Your choice of career also matters a lot when it comes to choosing a school. With some careers, you’re simply never going to earn a huge salary no matter where you attended school and earned your degree. In this case, splurging on a much costlier school, even if it has a better program or a better reputation, probably isn’t worth it.
If your salary is capped by your choice of profession, you don’t want to end up in a whole lot of debt that you’re going to spend your life paying back. This could result in a lot more financial stress, interfere with your other financial goals, or even make it difficult for you to actually do what you love because you can’t afford to make so little and still pay your loan bills.
Will the costlier school actually make it easier for you to find employment?
In some professions, the school you go to will matter a lot because top employers tend to recruit from certain schools when hiring. If this is the case, and you get into a program at a school that’s almost sure to help you find good employment post-graduation, then paying for the costly school may be worth it.

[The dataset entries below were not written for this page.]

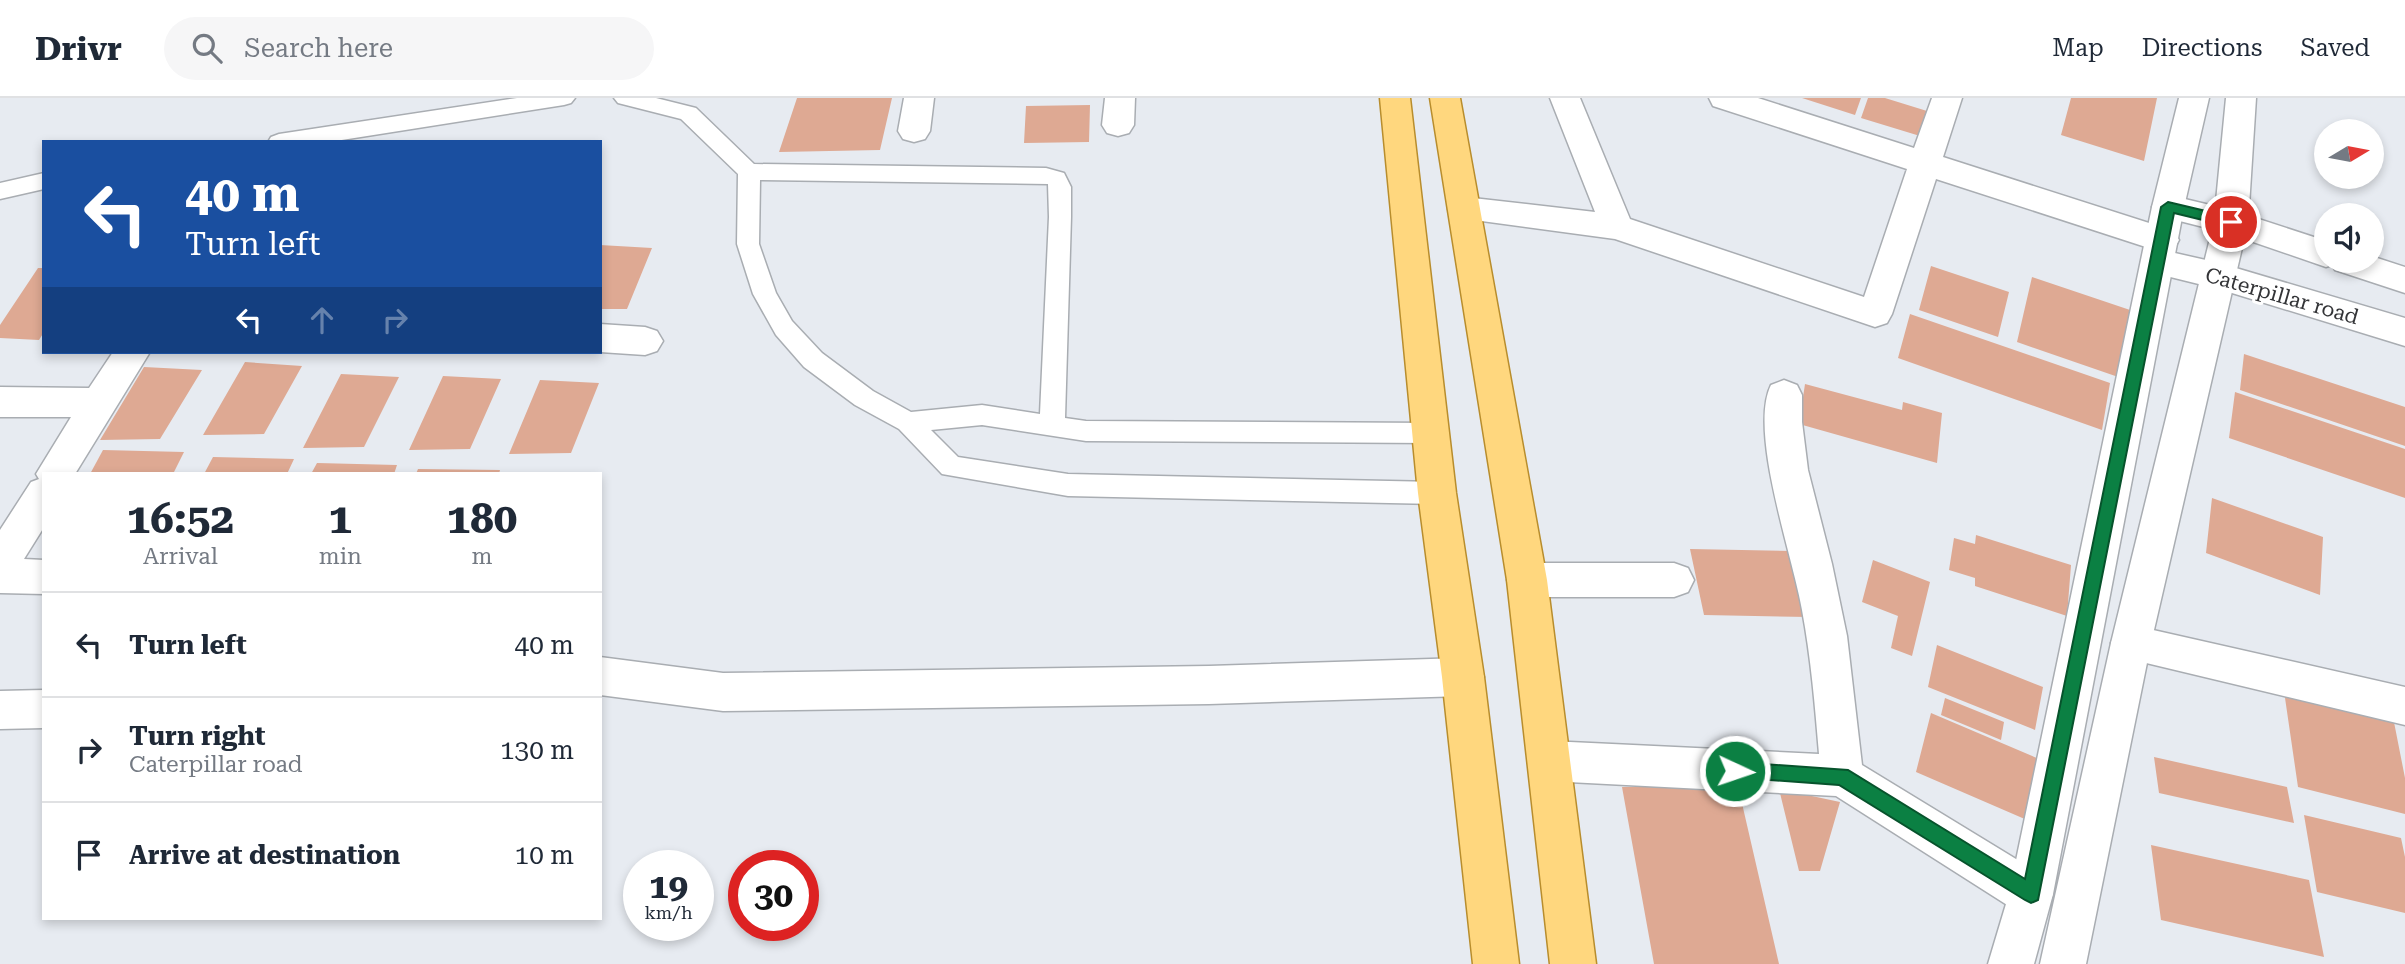 <!DOCTYPE html>
<style>
:root{--surface:#fff;--page:#f6f6f7;--text:#1f2937;--muted:#747a83;--line:#e0e1e3}
body{margin:0;font-family:"Roboto Serif",serif;background:var(--page);color:var(--text);height:100vh;display:flex;flex-direction:column;font-size:26px;white-space:nowrap}
*{box-sizing:border-box;margin:0}
p{font-size:23px;color:var(--muted)}
.icon{flex:none;width:38px;height:38px;fill:none;stroke:currentColor;stroke-width:2;stroke-linecap:round;stroke-linejoin:round}
.map{position:relative;flex:1;overflow:hidden}
.sheet{position:absolute;left:42px;top:374px;width:560px;height:448px;display:flex;flex-direction:column;background:var(--surface);border-radius:0px;box-shadow:0 4px 10px #0003}
.sheet>*{flex:none}
.banner{position:absolute;left:42px;top:42px;width:560px;height:214px;border-radius:0px;box-shadow:0 4px 10px #0003;background:#1a4fa0;color:#fff;overflow:hidden}
.needle{width:46px;rotate:80deg}
.buttons{position:absolute;left:2314px;top:21px;display:grid;gap:14px}
.buttons a{display:grid;place-items:center;width:70px;height:70px;border-radius:50%;background:var(--surface);box-shadow:0 4px 10px #0003;font-size:35px}
.speed{position:absolute;left:623px;top:752px;display:flex;gap:14px;font-size:35px;font-weight:700;text-align:center}
.speed>*{display:grid;place-content:center;width:91px;height:91px;border-radius:50%;background:var(--surface);box-shadow:0 4px 10px #0003;line-height:1}
.speed small{font-size:18px;font-weight:400}
.speed .limit{border:10px solid #d22;background:#fff;color:#111}
.pin{position:absolute;display:grid;place-items:center;width:60px;height:60px;color:#fff;margin:-30px;border:4px solid #fff;border-radius:50%;box-shadow:0 2px 7px #0007}
.me{position:absolute;width:77px;margin:-38px;rotate:93deg;stroke-linejoin:round;filter:drop-shadow(0 0 5px #0008)}
.turn{display:flex;align-items:center;gap:24px;height:147px;padding:0 28px;font-size:32px}
.turn .icon{width:91px;height:91px;stroke-width:2.5}
.turn b{display:block;font-size:49px;line-height:60px}
.lanes{display:flex;align-items:center;height:66px;padding:0 28px;background:#0003;justify-content:center;gap:35px;direction:ltr}
.lanes .off{opacity:.35}
.eta{display:flex;justify-content:space-evenly;align-items:center;height:119px;text-align:center}
.eta b{font-size:42px;font-weight:700;line-height:49px}
ul{padding:0;list-style:none}
li{display:flex;align-items:center;gap:21px;height:105px;padding:0 28px;border-top:2px solid var(--line)}
li div{flex:1}
li b{display:block;font-size:26px}
li em{font-style:normal}
header{display:flex;align-items:center;gap:42px;box-sizing:border-box;height:98px;padding:0 35px;background:var(--surface);border-bottom:2px solid var(--line)}
header strong{font-size:33px}
nav{display:flex;gap:38px;margin-inline-start:auto;font-size:24px}
.search{width:490px;height:63px;background:var(--page);display:flex;align-items:center;gap:18px;box-sizing:border-box;padding:0 24px;border-radius:38px;color:var(--muted);font-size:26px}
.map>svg:first-child{display:block}
</style>
<header>
<strong>Drivr</strong>
<div class="search"><svg class="icon" aria-label="search" viewBox="0 0 24 24"><circle cx="10" cy="10" r="6"/><path d="M15 15l6 6"/></svg>Search here</div>
<nav><a>Map</a><a>Directions</a><a>Saved</a></nav>
</header>
<div class="map">
<svg width="2405" height="866" viewBox="0 0 2405 866">
<rect width="100%" height="100%" fill="#e7ebf1"/>
<!-- building -->
<path fill="#dea993" d="M 797,0 L 892,0 L 880,52 L 779,54 Z
M 1802,0 L 1861,0 L 1855,17 Z
M 1868,0 L 1885,0 L 1927,13 L 1920,38 L 1861,20 Z
M 2071,0 L 2157,0 L 2144,63 L 2061,37 Z
M 1090,7 L 1089,44 L 1024,45 L 1026,8 Z
M 600,147 L 652,150 L 627,211 L 600,211 Z
M 1931,168 L 2009,194 L 1998,239 L 1919,212 Z
M 38,170 L 44,170 L 44,234 L 39,242 L 0,240 L 0,227 Z
M 2032,179 L 2136,214 L 2124,281 L 2017,244 Z
M 1910,216 L 2110,285 L 2102,332 L 1898,260 Z
M 2244,256 L 2405,309 L 2405,348 L 2240,292 Z
M 245,264 L 302,268 L 264,336 L 203,337 Z
M 144,269 L 202,272 L 160,341 L 100,342 Z
M 341,276 L 399,279 L 364,349 L 303,350 Z
M 443,278 L 501,281 L 470,351 L 409,352 Z
M 540,282 L 599,285 L 571,355 L 509,356 Z
M 1805,286 L 1902,312 L 1903,304 L 1942,315 L 1937,365 L 1799,326 Z
M 2235,294 L 2405,351 L 2405,400 L 2229,340 Z
M 103,352 L 184,354 L 173,376 L 90,376 Z
M 213,359 L 294,361 L 287,376 L 204,376 Z
M 317,365 L 397,367 L 394,376 L 311,376 Z
M 418,371 L 500,372 L 499,376 L 416,376 Z
M 2212,400 L 2323,439 L 2320,497 L 2206,455 Z
M 1976,437 L 2071,467 L 2067,518 L 1975,488 L 1975,480 L 1949,472 L 1954,440 L 1975,446 Z
M 1690,451 L 1793,453 L 1809,519 L 1704,517 Z
M 1873,462 L 1930,484 L 1912,558 L 1891,550 L 1898,518 L 1862,504 Z
M 1937,547 L 2043,589 L 2035,632 L 1928,589 Z
M 2284,593 L 2393,619 L 2405,680 L 2405,716 L 2298,689 Z
M 1945,600 L 2004,624 L 2001,642 L 1941,617 Z
M 1931,615 L 2039,661 L 2027,722 L 1916,674 Z
M 2154,659 L 2287,689 L 2294,725 L 2159,695 Z
M 1738,688 L 1779,866 L 1654,866 L 1622,689 Z
M 1779,691 L 1840,704 L 1820,773 L 1799,773 Z
M 2304,717 L 2401,740 L 2405,759 L 2405,815 L 2317,794 Z
M 2151,747 L 2309,782 L 2324,859 L 2161,822 Z"/>
<g fill="none" stroke-linecap="round" stroke-linejoin="round">
<!-- service casing -->
<g stroke="#a9adb2" stroke-width="3">
<path id="service" d="M 517,0 L 575,0 L 571,5 L 564,7 L 329,44 L 268,44 L 271,39 L 279,36 Z
M 614,0 L 656,0 L 696,10 L 754,66 L 1046,70 L 1064,75 L 1071,89 L 1071,119 L 1065,320 L 1086,323 L 1431,325 L 1440,328 L 1444,335 L 1440,342 L 1431,345 L 1086,343 L 982,327 L 931,332 L 958,359 L 1068,376 L 1437,384 L 1446,387 L 1450,395 L 1446,403 L 1437,406 L 1068,398 L 942,376 L 899,331 L 855,307 L 804,269 L 776,237 L 753,196 L 737,146 L 738,76 L 681,21 L 618,5 ZM 760,82 L 1048,86 L 1049,119 L 1040,316 L 982,307 L 911,314 L 873,293 L 822,255 L 792,223 L 776,195 L 759,146 Z
M 44,75 L 44,91 L 0,101 L 0,85 Z"/>
</g>
<!-- minor casing -->
<g stroke="#a9adb2" stroke-width="3">
<path id="minor" d="M 904,0 L 934,0 L 930,33 L 925,41 L 914,44 L 903,41 L 898,33 Z
M 1105,0 L 1135,0 L 1134,27 L 1129,35 L 1118,38 L 1107,35 L 1102,27 Z
M 1550,0 L 1580,0 L 1630,121 L 1864,199 L 1907,71 L 1713,8 L 1709,0 L 1758,0 L 1914,50 L 1932,0 L 1962,0 L 1943,59 L 2174,133 L 2179,142 L 2174,151 L 2166,153 L 2219,165 L 2405,220 L 2405,248 L 2219,191 L 2146,173 L 2141,164 L 2146,155 L 2155,152 L 1936,81 L 1892,216 L 1887,225 L 1875,229 L 1615,141 L 1452,119 L 1448,111 L 1452,103 L 1464,99 L 1595,114 Z
M 2168,97 L 2231,112 L 2326,143 L 2326,163 L 2371,163 L 2371,158 L 2405,169 L 2405,195 L 2335,172 L 2332,167 L 2326,169 L 2227,135 L 2156,117 L 2152,109 L 2156,101 Z
M 600,226 L 645,229 L 657,233 L 663,243 L 657,253 L 645,257 L 600,254 Z
M 113,254 L 150,254 L 75,376 L 44,376 L 44,429 L 24,461 L 44,462 L 44,496 L 0,495 L 0,432 L 31,384 L 39,381 L 36,376 L 71,319 L 0,319 L 0,289 L 89,290 Z
M 1784,282 L 1797,287 L 1802,297 L 1802,324 L 1808,372 L 1832,466 L 1847,538 L 1862,667 L 2047,780 L 2053,796 L 2047,812 L 2031,818 L 2015,812 L 1836,698 L 1549,683 L 1534,677 L 1528,663 L 1534,649 L 1549,643 L 1819,656 C 1815,608 1811,560 1802,512 C 1793,459 1748,333 1771,287 Z
M 1527,465 L 1674,465 L 1688,470 L 1694,482 L 1688,494 L 1674,499 L 1527,499 L 1513,494 L 1507,482 L 1513,470 Z
M 2131,527 L 2405,589 L 2405,627 L 2117,558 L 2111,545 L 2117,532 Z
M 600,559 L 723,575 L 1209,568 L 1463,560 L 1478,566 L 1484,579 L 1478,592 L 1463,598 L 1209,606 L 723,613 L 600,597 Z
M 44,592 L 44,630 L 0,631 L 0,593 Z"/>
</g>
<!-- tertiary casing -->
<g stroke="#a9adb2" stroke-width="3">
<path id="tertiary" d="M 2179,0 L 2209,0 L 2184,109 L 2053,796 L 2034,866 L 1988,866 L 2009,796 L 2152,109 Z
M 2226,0 L 2256,0 L 2248,124 L 2151,545 L 2086,866 L 2040,866 L 2111,545 L 2214,124 Z"/>
</g>
<!-- primary casing -->
<g stroke="#b88d2d" stroke-width="3">
<path id="primary" d="M 1380,0 L 1410,0 L 1456,395 L 1484,579 L 1519,866 L 1473,866 L 1442,579 L 1418,395 Z
M 1430,0 L 1460,0 L 1547,482 L 1596,866 L 1550,866 L 1507,482 Z"/>
</g>
<!-- service -->
<use href="#service" fill="#fff" fill-rule="evenodd"/>
<!-- minor -->
<use href="#minor" fill="#fff" fill-rule="evenodd"/>
<!-- tertiary -->
<use href="#tertiary" fill="#fff" fill-rule="evenodd"/>
<!-- primary -->
<use href="#primary" fill="#ffd77e" fill-rule="evenodd"/>
</g>
<!-- route -->
<path fill="#0b8043" stroke="#07532c" stroke-width="2" d="M 2168,104 L 2231,119 L 2238,124 L 2231,129 L 2174,115 L 2038,802 L 2031,805 L 2025,802 L 1839,687 L 1729,679 L 1726,673 L 1729,667 L 1735,664 L 1848,672 L 2025,781 L 2161,109 Z"/>
<g text-anchor="middle" stroke-width="6" stroke-linejoin="round" paint-order="stroke">
<!-- street labels -->
<g font-size="21" fill="#333437" stroke="#fff">
<text transform="translate(2282 198) rotate(16)" y="7">Caterpillar road</text>
</g>
</g>
</svg>
<div class="buttons">
<a><svg class="needle" viewBox="-14 -14 28 28"><path d="M0-13l5 13h-10z" fill="#e53935"/><path d="M0 13l5-13h-10z" fill="#747a83"/></svg></a>
<a><svg class="icon" aria-label="sound" viewBox="0 0 24 24"><path d="M4 9h4l5-4v14l-5-4H4zM17 9q2 3 0 6"/></svg></a>
</div>
<div class="speed"><div>19<small>km/h</small></div><div class="limit">30</div></div>
<div class="pin" style="left:2231px;top:124px;background:#d93025"><svg class="icon" aria-label="arrive" viewBox="0 0 24 24"><path d="M6 21V4h12l-3 4 3 4H6"/></svg></div>
<svg class="me" style="left:1735px;top:673px" viewBox="-20 -20 40 40"><circle r="17" fill="#0b8043" stroke="#fff" stroke-width="3"/><path d="M0-11L8 9 0 5-8 9z" fill="#fff"/></svg>
<div class="banner">
<div class="turn"><svg class="icon" aria-label="left" viewBox="0 0 24 24"><path d="M17 20v-9H6M10 6l-5 5 5 5"/></svg><div><b>40 m</b>Turn left</div></div>
<div class="lanes"><svg class="icon" aria-label="left" viewBox="0 0 24 24"><path d="M17 20v-9H6M10 6l-5 5 5 5"/></svg><svg class="icon off" aria-label="ahead" viewBox="0 0 24 24"><path d="M12 20V5M6 11l6-6 6 6"/></svg><svg class="icon off" aria-label="right" viewBox="0 0 24 24"><path d="M7 20v-9h11M14 6l5 5-5 5"/></svg></div>
</div>
<section class="sheet">
<div class="eta">
<div><b>16:52</b><p>Arrival</p></div>
<div><b>1</b><p>min</p></div>
<div><b>180</b><p>m</p></div>
</div>
<ul>
<li><svg class="icon" aria-label="left" viewBox="0 0 24 24"><path d="M17 20v-9H6M10 6l-5 5 5 5"/></svg><div><b>Turn left</b></div><em>40 m</em></li>
<li><svg class="icon" aria-label="right" viewBox="0 0 24 24"><path d="M7 20v-9h11M14 6l5 5-5 5"/></svg><div><b>Turn right</b><p>Caterpillar road</p></div><em>130 m</em></li>
<li><svg class="icon" aria-label="arrive" viewBox="0 0 24 24"><path d="M6 21V4h12l-3 4 3 4H6"/></svg><div><b>Arrive at destination</b></div><em>10 m</em></li>
</ul>
</section>
</div>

Most professions aren’t like this, though. So make sure you consider the post-graduate employment statistics in your field for each school on your list. Unless there are dramatically more people finding jobs after attending the costlier school, it probably isn’t worth paying for. You’ll be just as likely to get the same job if you go to a school that costs far less to attend.
It often doesn't make sense to go to a more expensive school
There are definitely times when going to a more expensive school pays off. This can happen if you’re going into a profession for which the prestige of your educational institution matters a lot and splurging on a big-name school means you’re likely to earn a much higher salary.
But there are many situations in which it simply doesn’t pay to borrow more just so you can go to a school that carries a higher price tag. If you simply can’t earn that much in your profession no matter what school you attend, or if the costlier school isn’t actually better, then there’s no point in borrowing more to go there.
Always remember that you will have to pay back your loans after graduation, so don’t borrow more than necessary, and focus on whether the return on investment is worth it when making decisions about how much student debt you’re willing to take on.